On the cover - While still in their teens the McKinney brothers enter the world of illicit drug trade. Just as their business appears to be running on auto-pilot, events turn their charmed lives into a living hell. Their friends turn against them and commit an act so heinous that the brothers are forced to leave their home in central Florida. They vow to come back and exact revenge on their friends-turned-enemies. After 6 years of military training they return to Florida to carry out their plan but their plan takes on a life of its own. But their enemies have a new, powerful friend. He's a big player in the central Florida drug trade and he has help from inside the sheriff's vice squad. Will the brothers survive this new threat? Will they carry out their plan and succeed in eliminating their adversaries, or will they forever harbor A Lifetime of Vengeance?

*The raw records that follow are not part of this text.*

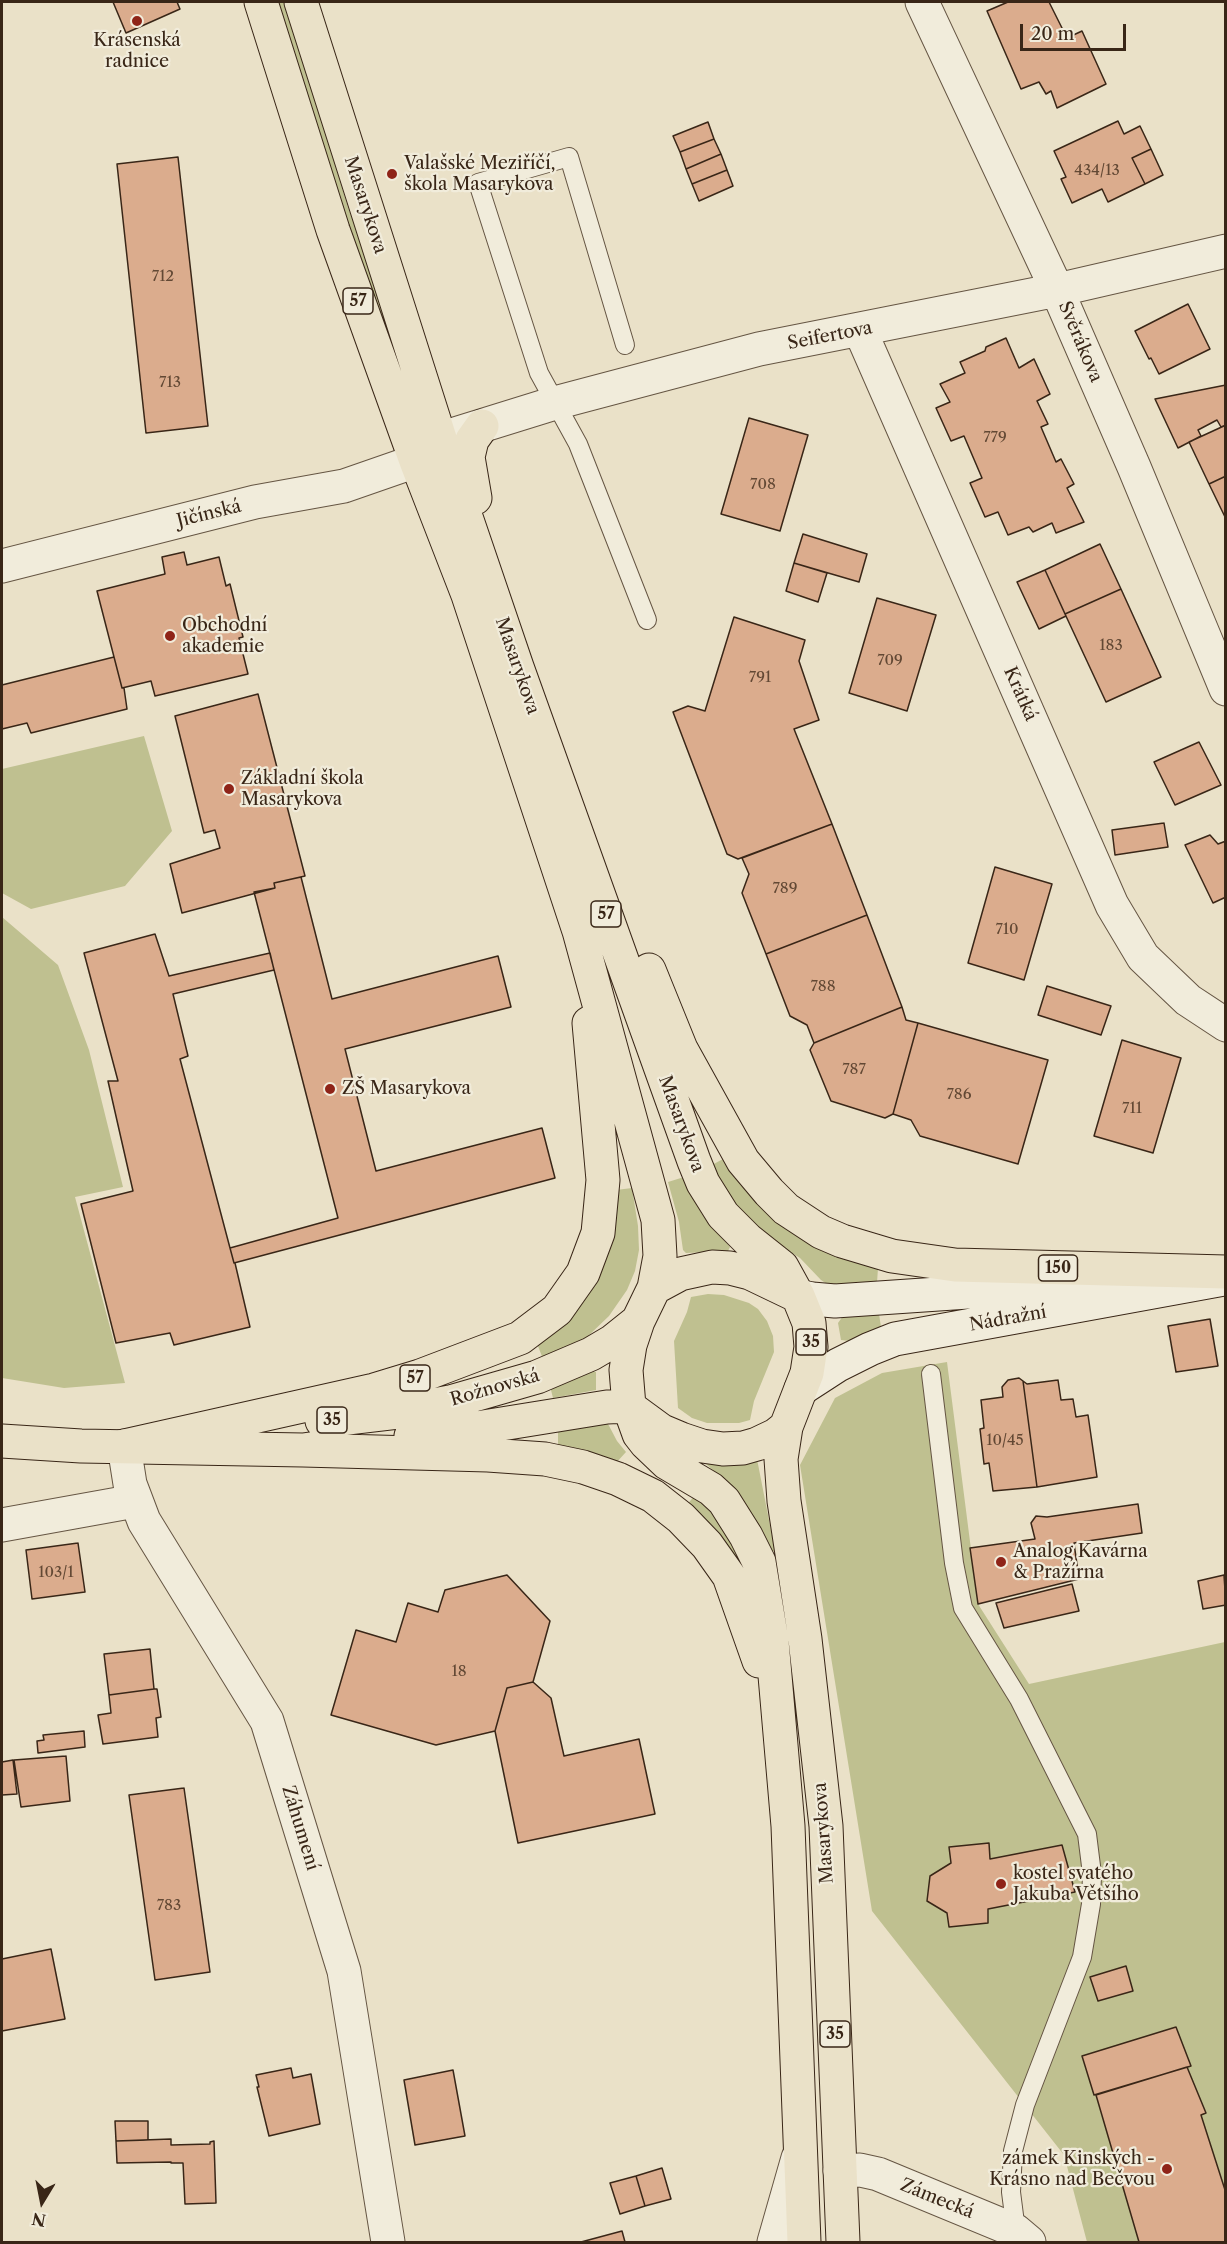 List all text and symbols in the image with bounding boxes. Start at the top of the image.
scale bar [1023,12,1130,50]
marker: Krásenská radnice [130,14,144,28]
text: 20 m [1031,23,1074,45]
place label: Krásenská radnice [93,30,181,72]
street label: Masarykova [339,153,391,257]
place label: Valašské Meziříčí, škola Masarykova [404,153,555,195]
house number: 434/13 [1074,162,1120,180]
marker: Valašské Meziříčí, škola Masarykova [385,167,399,181]
house number: 712 [152,268,174,286]
road number: 57 [343,288,373,314]
street label: Svěrákova [1053,298,1107,386]
street label: Seifertova [786,317,874,355]
house number: 713 [159,374,181,392]
house number: 779 [983,429,1007,447]
house number: 708 [750,476,776,494]
street label: Jičínská [175,496,243,532]
place label: Obchodní akademie [182,615,267,658]
street label: Masarykova [490,615,544,717]
marker: Obchodní akademie [163,629,177,643]
house number: 183 [1099,637,1123,655]
house number: 709 [877,652,903,670]
street label: Krátká [999,664,1041,724]
house number: 791 [749,669,771,687]
place label: Základní škola Masarykova [241,768,364,810]
marker: Základní škola Masarykova [222,782,236,796]
house number: 789 [772,880,798,898]
road number: 57 [591,901,621,927]
house number: 710 [995,921,1019,939]
house number: 788 [810,978,836,996]
house number: 787 [842,1061,866,1079]
street label: Masarykova [654,1073,708,1175]
place label: ZŠ Masarykova [342,1078,471,1100]
marker: ZŠ Masarykova [323,1082,337,1096]
house number: 786 [946,1086,972,1104]
house number: 711 [1122,1100,1142,1118]
road number: 150 [1038,1255,1078,1281]
street label: Nádražní [968,1302,1048,1336]
road number: 35 [796,1329,826,1355]
road number: 57 [400,1365,430,1391]
street label: Rožnovská [448,1365,542,1411]
road number: 35 [317,1407,347,1433]
house number: 10/45 [986,1432,1024,1450]
place label: Analog Kavárna & Pražírna [1013,1541,1148,1584]
marker: Analog Kavárna & Pražírna [994,1555,1008,1569]
house number: 103/1 [38,1564,74,1582]
house number: 18 [451,1663,467,1681]
street label: Masarykova [810,1782,838,1884]
street label: Záhumení [277,1783,323,1873]
place label: kostel svatého Jakuba Většího [1013,1863,1139,1906]
marker: kostel svatého Jakuba Většího [994,1877,1008,1891]
house number: 783 [157,1897,181,1915]
road number: 35 [820,2021,850,2047]
place label: zámek Kinských - Krásno nad Bečvou [989,2148,1155,2190]
marker: zámek Kinských - Krásno nad Bečvou [1160,2162,1174,2176]
north arrow [12,2172,72,2232]
street label: Zámecká [897,2174,977,2224]
text: N [30,2209,47,2231]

Get your copy of A Lifetime of Vengeance today. Drop me a line with your review at [email protected] Also, look on Kindle for A Lifetime of Deception, the second McKinney Brothers murder mystery.

www.pjgrondin.com


----------



## Laurie

Gotta keep this one on the list. Great book... great price... great reviews... and a great cause: Proceeds from this book will be donated to Spruce Run, a domestic abuse project providing information and support to all people affected by domestic abuse. 
Many of us on the board have read this book and so far I think all of us have loved it.


----------



## Steph H

Here's one I don't think I've seen posted before. I have not read this, but it sounds interesting and has good reviews on Amazon.

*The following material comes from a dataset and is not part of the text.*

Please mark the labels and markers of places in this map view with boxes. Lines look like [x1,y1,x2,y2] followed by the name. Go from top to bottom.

The Second Ship, by Richard Phillips -- *Currently just $0.99, but a mention on an Amazon SciFi board by the author says that's just until the print version comes out on May 1*.

Product Description
Top-Secret Los Alamos, New Mexico. In 1945 its scientists unlocked the secrets of the atomic bomb. Now they've cracked the very lock on hell itself. Once again the quiet scientific community spawned by the Manhattan Project comes face to face with a technological breakthrough for which the world is completely unprepared. Now, as a special team of operatives struggles to stop the project codenamed Rho while containment is still possible, what it means to be human is about to change -- forever. In this heart pounding new series, acclaimed author Richard Phillips gives us a terrifying glimpse into what lies just around the future's corner.



A sequel is also available, _currently not exactly a bargain at $6.99 but posted here for convenience_ --


----------



## ladyvolz

J. A. Konrath (Jack Kilborn -> Afraid) has downloaded another book in Kindle format avail on Amazon for $1.19


----------



## vwkitten

*Painting the Roses Red, a paranormal romance available for Kindle for $2.39.*​





















Tiara wakes alone to strange psychic powers, bloody visions, and no memory of who she is.

As she seeks to find herself, she is haunted by a phantom seducer in her mind. It would seem that he is leading her on a merry adventure to find her identity, but is he the lover whose touch she craves or a madman intent on destroying her mind?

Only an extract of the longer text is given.